Both Alicia and her husband are portrayed as dignified and courteous, while Gladys is portrayed as "simple" and slow. These assumptions are unsettled as the story unfolds involving two court cases and prison sentences. Daniel stands trial and is imprisoned for the attempted murder of his ex-wife, Marcela, played by Sofía Gala Castiglione. Gladys is accused and convicted of murder for suffocating her newborn baby in her living quarters in Alicia and Ignacio's home. For most of the film, Gladys is portrayed as a passive, emotionless prisoner, who remains silent in her own defense, which makes it impossible for her lawyer, Vieytes, to help her. She receives a particularly harsh punishment of 17 years of imprisonment. Alicia is present in both courtrooms. At the conclusion of Gladys's trial, to Vieytes' surprise, Gladys makes a statement in which she apologizes to Alicia for the mistreatment she has been subjected to in court and thanks Alicia for taking such good care of Santi. She asks the court to grant Alicia custody of Santi.

In Daniel's court case, evidence against him mounts, and it appears that he will be found guilty. Alicia's wealthier friends abandon her. The administration at Santi's expensive preschool tells her that she should enroll him in a school with more diversity where he would better fit in. In her confusion and in desperation to help her son, who she believes to be innocent, Alicia decides to hire an expensive criminal defense lawyer. Ignacio warns Alicia that the lawyer she wants to hire is unscrupulous. He is known for using expensive bribes and other means outside the courts to win his cases. When she tells Ignacio that she wants to downsize to a less expensive apartment and to cut spending in order to hire this lawyer, Ignacio tells her that he is leaving her.

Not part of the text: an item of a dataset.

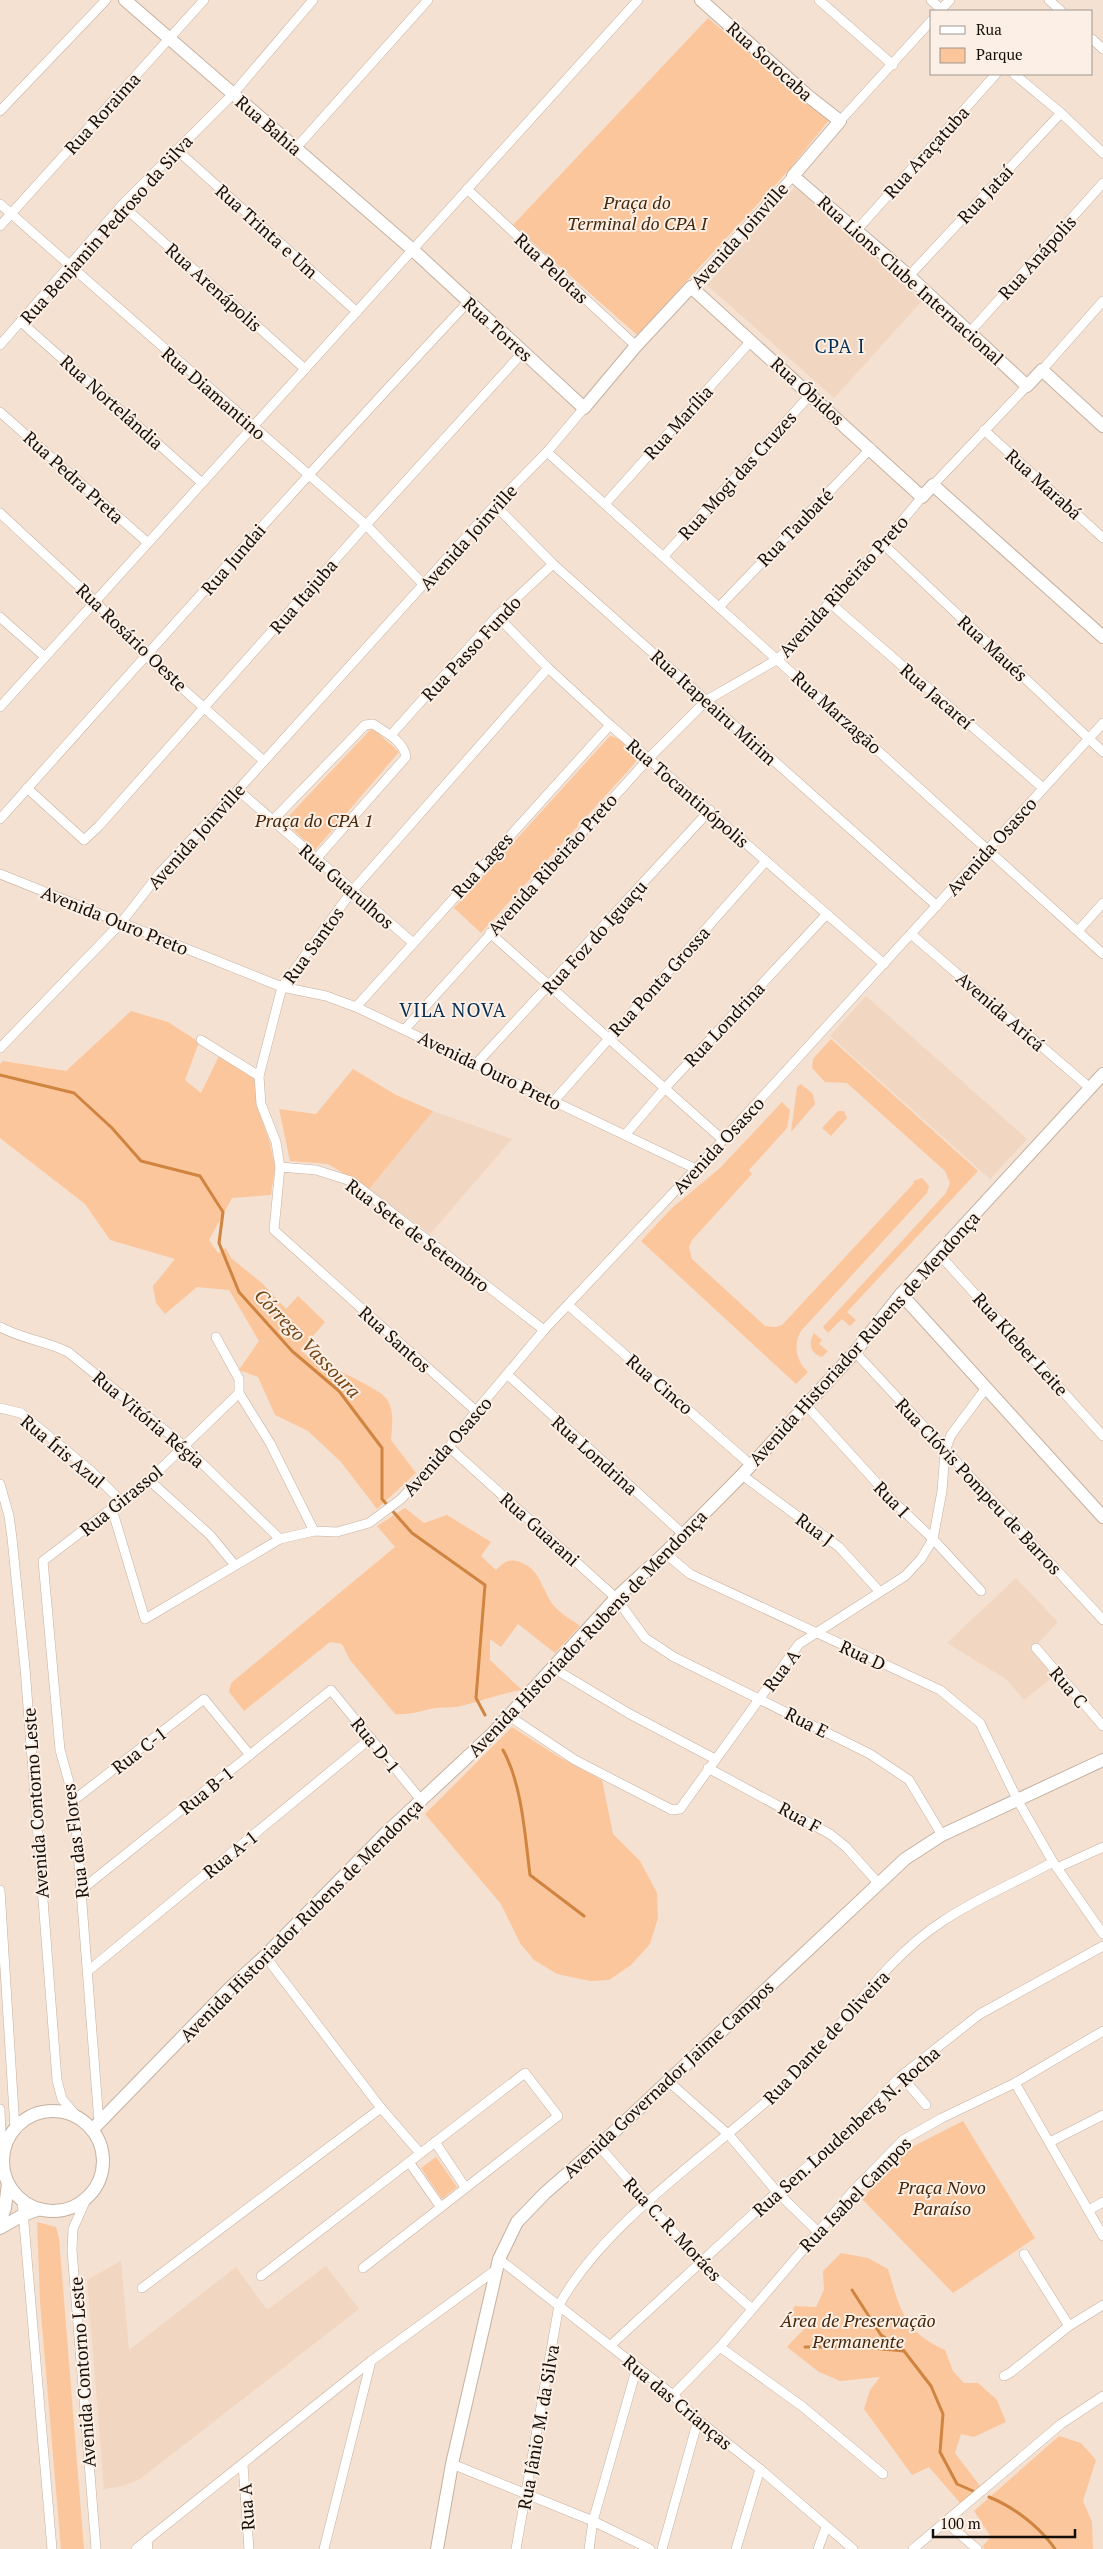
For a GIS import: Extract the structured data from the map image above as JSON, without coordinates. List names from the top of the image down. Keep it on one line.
{"streets":{"street":["Rua Sorocaba","Rua Roraima","Rua Bahia","Rua Araçatuba","Rua Jataí","Rua Benjamin Pedroso da Silva","Rua Trinta e Um","Avenida Joinville","Rua Anápolis","Rua Pelotas","Rua Lions Clube Internacional","Rua Arenápolis","Rua Torres","Rua Óbidos","Rua Diamantino","Rua Nortelândia","Rua Marília","Rua Mogi das Cruzes","Rua Pedra Preta","Rua Marabá","Rua Taubaté","Rua Jundai","Avenida Ribeirão Preto","Rua Itajuba","Rua Rosário Oeste","Rua Passo Fundo","Rua Maués","Rua Jacareí","Rua Itapeairu Mirim","Rua Marzagão","Rua Tocantinópolis","Avenida Osasco","Rua Lages","Rua Guarulhos","Avenida Ouro Preto","Rua Foz do Iguaçu","Rua Santos","Rua Ponta Grossa","Avenida Aricá","Rua Londrina","Rua Sete de Setembro","Avenida Historiador Rubens de Mendonça","Rua Kleber Leite","Rua Cinco","Rua Vitória Régia","Rua Íris Azul","Rua Clóvis Pompeu de Barros","Rua I","Rua Girassol","Rua Guarani","Rua J","Rua D","Rua A","Rua C","Rua E","Rua D-1","Rua C-1","Rua B-1","Avenida Contorno Leste","Rua F","Rua das Flores","Rua A-1","Rua Dante de Oliveira","Avenida Governador Jaime Campos","Rua Sen. Loudenberg N. Rocha","Rua Isabel Campos","Rua C. R. Moráes","Rua das Crianças","Rua Jânio M. da Silva"]},"crossings":[["Rua Sorocaba","Avenida Joinville"],["Rua Roraima","Rua Bahia"],["Rua Roraima","Rua Diamantino"],["Rua Bahia","Rua Benjamin Pedroso da Silva"],["Rua Bahia","Rua Torres"],["Rua Araçatuba","Rua Lions Clube Internacional"],["Rua Jataí","Rua Lions Clube Internacional"],["Rua Benjamin Pedroso da Silva","Rua Trinta e Um"],["Rua Benjamin Pedroso da Silva","Rua Arenápolis"],["Rua Benjamin Pedroso da Silva","Rua Diamantino"],["Rua Benjamin Pedroso da Silva","Rua Nortelândia"],["Avenida Joinville","Rua Pelotas"],["Avenida Joinville","Rua Lions Clube Internacional"],["Avenida Joinville","Rua Torres"],["Avenida Joinville","Rua Óbidos"],["Avenida Joinville","Rua Diamantino"],["Avenida Joinville","Rua Rosário Oeste"],["Avenida Joinville","Rua Itapeairu Mirim"],["Avenida Joinville","Rua Marzagão"],["Avenida Joinville","Rua Guarulhos"],["Avenida Joinville","Avenida Ouro Preto"],["Rua Anápolis","Rua Lions Clube Internacional"],["Rua Lions Clube Internacional","Avenida Ribeirão Preto"],["Rua Torres","Rua Jundai"],["Rua Torres","Rua Itajuba"],["Rua Óbidos","Rua Marília"],["Rua Óbidos","Rua Mogi das Cruzes"],["Rua Óbidos","Rua Taubaté"],["Rua Óbidos","Avenida Ribeirão Preto"],["Rua Diamantino","Rua Jundai"],["Rua Diamantino","Rua Itajuba"],["Rua Marília","Rua Marzagão"],["Rua Mogi das Cruzes","Rua Marzagão"],["Rua Marabá","Avenida Ribeirão Preto"],["Rua Taubaté","Rua Marzagão"],["Rua Jundai","Rua Itajuba"],["Rua Jundai","Rua Rosário Oeste"],["Avenida Ribeirão Preto","Rua Maués"],["Avenida Ribeirão Preto","Rua Jacareí"],["Avenida Ribeirão Preto","Rua Itapeairu Mirim"],["Avenida Ribeirão Preto","Rua Marzagão"],["Avenida Ribeirão Preto","Rua Tocantinópolis"],["Avenida Ribeirão Preto","Avenida Ouro Preto"],["Rua Itajuba","Rua Rosário Oeste"],["Rua Passo Fundo","Rua Itapeairu Mirim"],["Rua Passo Fundo","Rua Tocantinópolis"],["Rua Maués","Avenida Osasco"],["Rua Jacareí","Avenida Osasco"],["Rua Itapeairu Mirim","Avenida Osasco"],["Rua Marzagão","Avenida Osasco"],["Rua Tocantinópolis","Avenida Osasco"],["Rua Tocantinópolis","Rua Lages"],["Rua Tocantinópolis","Rua Foz do Iguaçu"],["Rua Tocantinópolis","Rua Santos"],["Rua Tocantinópolis","Rua Ponta Grossa"],["Rua Tocantinópolis","Rua Londrina"],["Avenida Osasco","Avenida Ouro Preto"],["Avenida Osasco","Rua Santos"],["Avenida Osasco","Avenida Aricá"],["Avenida Osasco","Rua Londrina"],["Avenida Osasco","Rua Sete de Setembro"],["Avenida Osasco","Rua Cinco"],["Avenida Osasco","Rua Vitória Régia"],["Avenida Osasco","Rua Íris Azul"],["Avenida Osasco","Rua Guarani"],["Rua Lages","Rua Guarulhos"],["Rua Lages","Avenida Ouro Preto"],["Rua Guarulhos","Rua Santos"],["Avenida Ouro Preto","Rua Foz do Iguaçu"],["Avenida Ouro Preto","Rua Santos"],["Avenida Ouro Preto","Rua Ponta Grossa"],["Avenida Ouro Preto","Rua Londrina"],["Rua Santos","Rua Sete de Setembro"],["Avenida Aricá","Avenida Historiador Rubens de Mendonça"],["Rua Londrina","Avenida Historiador Rubens de Mendonça"],["Avenida Historiador Rubens de Mendonça","Rua Kleber Leite"],["Avenida Historiador Rubens de Mendonça","Rua Cinco"],["Avenida Historiador Rubens de Mendonça","Rua Clóvis Pompeu de Barros"],["Avenida Historiador Rubens de Mendonça","Rua I"],["Avenida Historiador Rubens de Mendonça","Rua Guarani"],["Avenida Historiador Rubens de Mendonça","Rua J"],["Avenida Historiador Rubens de Mendonça","Rua D"],["Avenida Historiador Rubens de Mendonça","Rua A"],["Avenida Historiador Rubens de Mendonça","Rua D-1"],["Avenida Historiador Rubens de Mendonça","Avenida Contorno Leste"],["Avenida Historiador Rubens de Mendonça","Rua das Flores"],["Rua Vitória Régia","Rua Girassol"],["Rua Íris Azul","Rua Girassol"],["Rua Clóvis Pompeu de Barros","Rua A"],["Rua I","Rua A"],["Rua Girassol","Rua das Flores"],["Rua Guarani","Rua E"],["Rua J","Rua A"],["Rua D","Rua A"],["Rua D","Rua Dante de Oliveira"],["Rua D","Avenida Governador Jaime Campos"],["Rua A","Rua E"],["Rua A","Rua F"],["Rua E","Avenida Governador Jaime Campos"],["Rua D-1","Rua B-1"],["Rua D-1","Rua A-1"],["Rua C-1","Rua B-1"],["Rua C-1","Rua das Flores"],["Rua B-1","Rua das Flores"],["Avenida Contorno Leste","Rua das Flores"],["Rua F","Avenida Governador Jaime Campos"],["Rua das Flores","Rua A-1"],["Rua Dante de Oliveira","Rua C. R. Moráes"],["Rua Dante de Oliveira","Rua das Crianças"],["Rua Dante de Oliveira","Rua Jânio M. da Silva"],["Avenida Governador Jaime Campos","Rua C. R. Moráes"],["Avenida Governador Jaime Campos","Rua das Crianças"],["Rua Sen. Loudenberg N. Rocha","Rua C. R. Moráes"],["Rua Sen. Loudenberg N. Rocha","Rua das Crianças"],["Rua Isabel Campos","Rua C. R. Moráes"],["Rua Isabel Campos","Rua das Crianças"],["Rua das Crianças","Rua Jânio M. da Silva"]],"districts":["CPA I","VILA NOVA"],"water":["Córrego Vassoura"],"parks":["Praça do Terminal do CPA I","Praça do CPA 1","Praça Novo Paraíso","Área de Preservação Permanente"],"legend":["Rua","Parque"],"scale_bar":"100 m"}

Santi misses his mother, Gladys. Alicia takes him to the prison where Gladys is held. It is her first visit with Gladys since she was imprisoned. Alicia had strongly criticized Gladys for her actions when she testified against her in court. She also lied under oath when she denied warning Gladys that if she got pregnant a second time there would be consequences. Vieytes suggested that Gladys' motivation for killing her own newborn was partly out of fear of losing both her secure job and her housing. During the prison visit, Gladys tells Alicia that Daniel had come to their home during a period in which he had been estranged from his parents. He had asked to come in and Gladys had let him. He then stole money from his parents and raped Gladys, leaving her pregnant. Daniel threatened to hurt Gladys and Santi if she told Alicia or anyone what he had done. The baby she killed was Alicia's grandson, and Gladys wanted Alicia to accept custody of Santi.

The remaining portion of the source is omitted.